* Collected material *
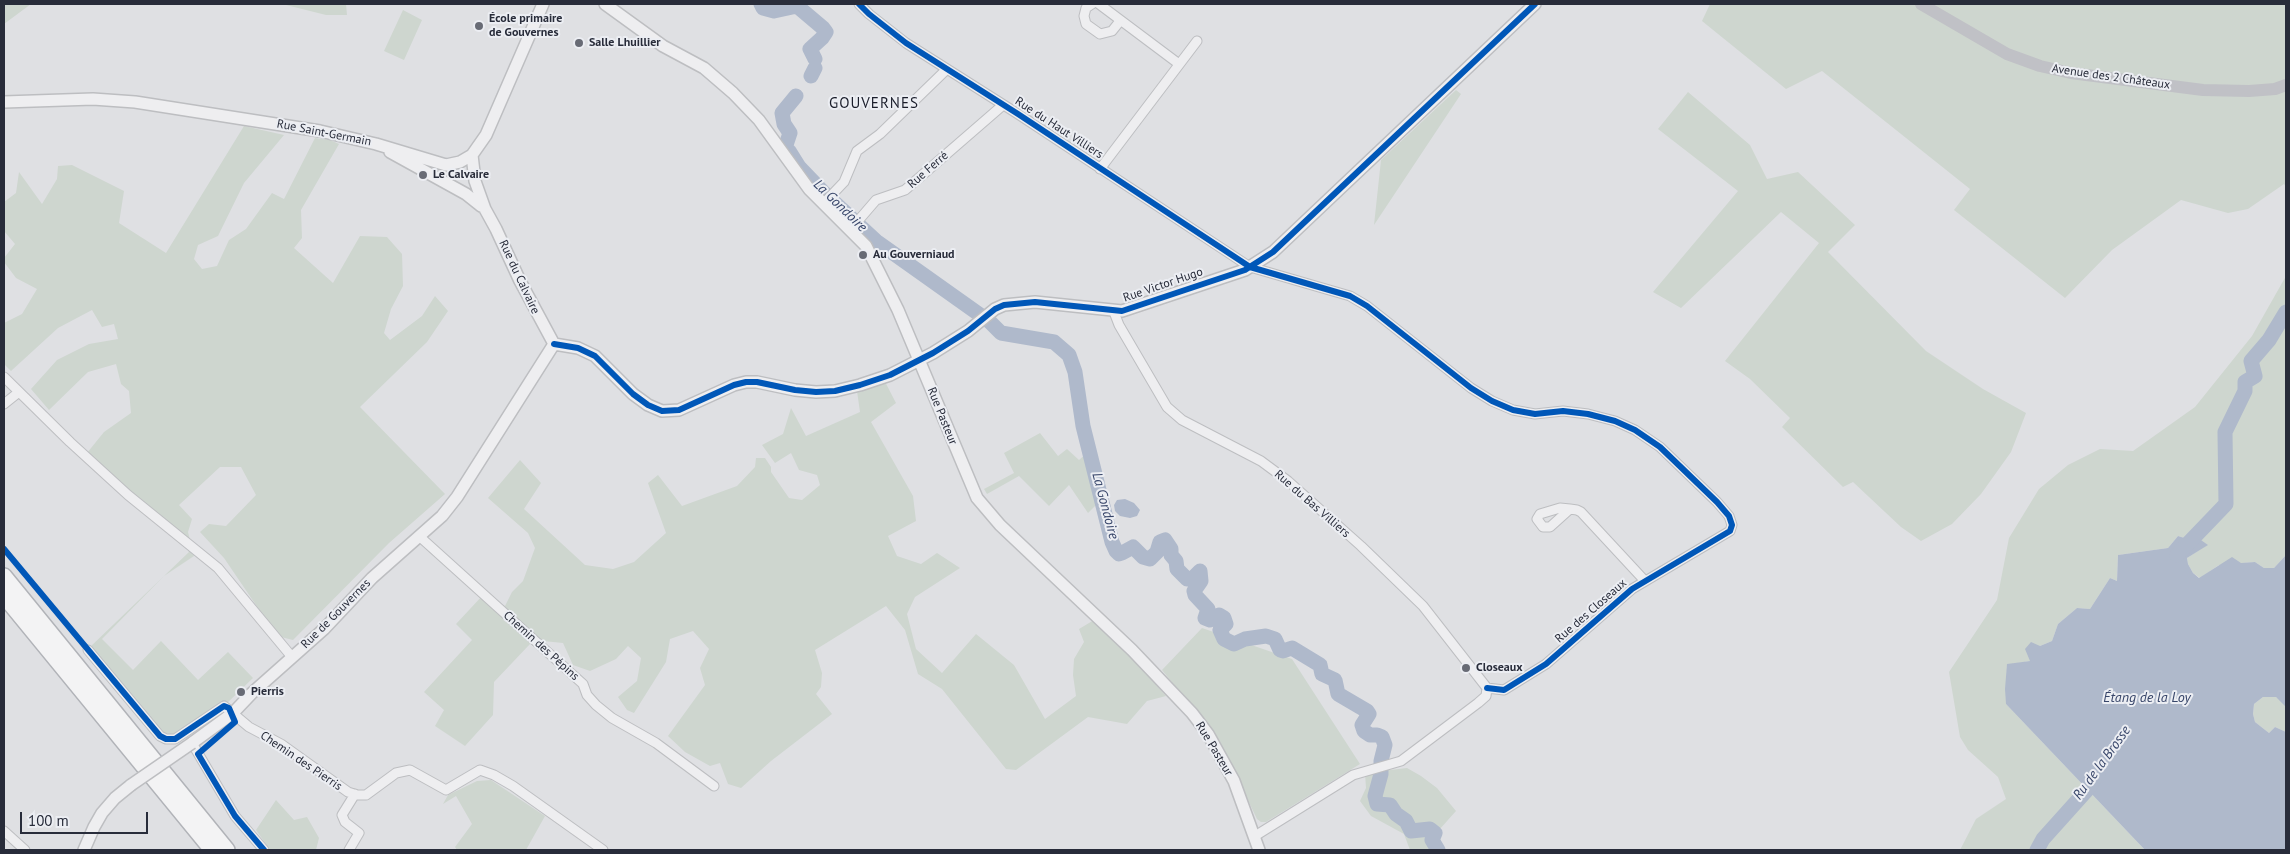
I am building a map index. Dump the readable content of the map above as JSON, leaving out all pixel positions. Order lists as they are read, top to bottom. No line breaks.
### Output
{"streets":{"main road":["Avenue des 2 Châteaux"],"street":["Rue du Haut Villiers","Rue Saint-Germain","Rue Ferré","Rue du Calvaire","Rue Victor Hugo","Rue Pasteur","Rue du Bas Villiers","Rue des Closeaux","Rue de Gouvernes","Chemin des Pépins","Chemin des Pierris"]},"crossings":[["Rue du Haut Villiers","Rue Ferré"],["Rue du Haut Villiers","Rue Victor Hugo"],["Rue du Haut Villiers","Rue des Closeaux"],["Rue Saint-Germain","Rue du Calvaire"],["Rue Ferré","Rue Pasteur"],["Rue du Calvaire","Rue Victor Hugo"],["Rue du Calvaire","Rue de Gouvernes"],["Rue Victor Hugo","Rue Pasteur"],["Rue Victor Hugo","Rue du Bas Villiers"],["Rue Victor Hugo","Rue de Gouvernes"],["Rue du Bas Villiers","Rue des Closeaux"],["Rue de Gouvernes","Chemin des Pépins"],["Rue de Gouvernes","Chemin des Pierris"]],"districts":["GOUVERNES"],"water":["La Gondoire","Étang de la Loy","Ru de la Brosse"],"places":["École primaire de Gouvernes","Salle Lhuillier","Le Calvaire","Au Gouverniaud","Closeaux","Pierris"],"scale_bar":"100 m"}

* Exercise *
Word-for-word transcription: the whole listing, with images excluded.

* Solved exercise *
I am building a map index. Dump the readable content of the map above as JSON, leaving out all pixel positions. Order lists as they are read, top to bottom. No line breaks.
### Output
{"streets":{"main road":["Avenue des 2 Châteaux"],"street":["Rue du Haut Villiers","Rue Saint-Germain","Rue Ferré","Rue du Calvaire","Rue Victor Hugo","Rue Pasteur","Rue du Bas Villiers","Rue des Closeaux","Rue de Gouvernes","Chemin des Pépins","Chemin des Pierris"]},"crossings":[["Rue du Haut Villiers","Rue Ferré"],["Rue du Haut Villiers","Rue Victor Hugo"],["Rue du Haut Villiers","Rue des Closeaux"],["Rue Saint-Germain","Rue du Calvaire"],["Rue Ferré","Rue Pasteur"],["Rue du Calvaire","Rue Victor Hugo"],["Rue du Calvaire","Rue de Gouvernes"],["Rue Victor Hugo","Rue Pasteur"],["Rue Victor Hugo","Rue du Bas Villiers"],["Rue Victor Hugo","Rue de Gouvernes"],["Rue du Bas Villiers","Rue des Closeaux"],["Rue de Gouvernes","Chemin des Pépins"],["Rue de Gouvernes","Chemin des Pierris"]],"districts":["GOUVERNES"],"water":["La Gondoire","Étang de la Loy","Ru de la Brosse"],"places":["École primaire de Gouvernes","Salle Lhuillier","Le Calvaire","Au Gouverniaud","Closeaux","Pierris"],"scale_bar":"100 m"}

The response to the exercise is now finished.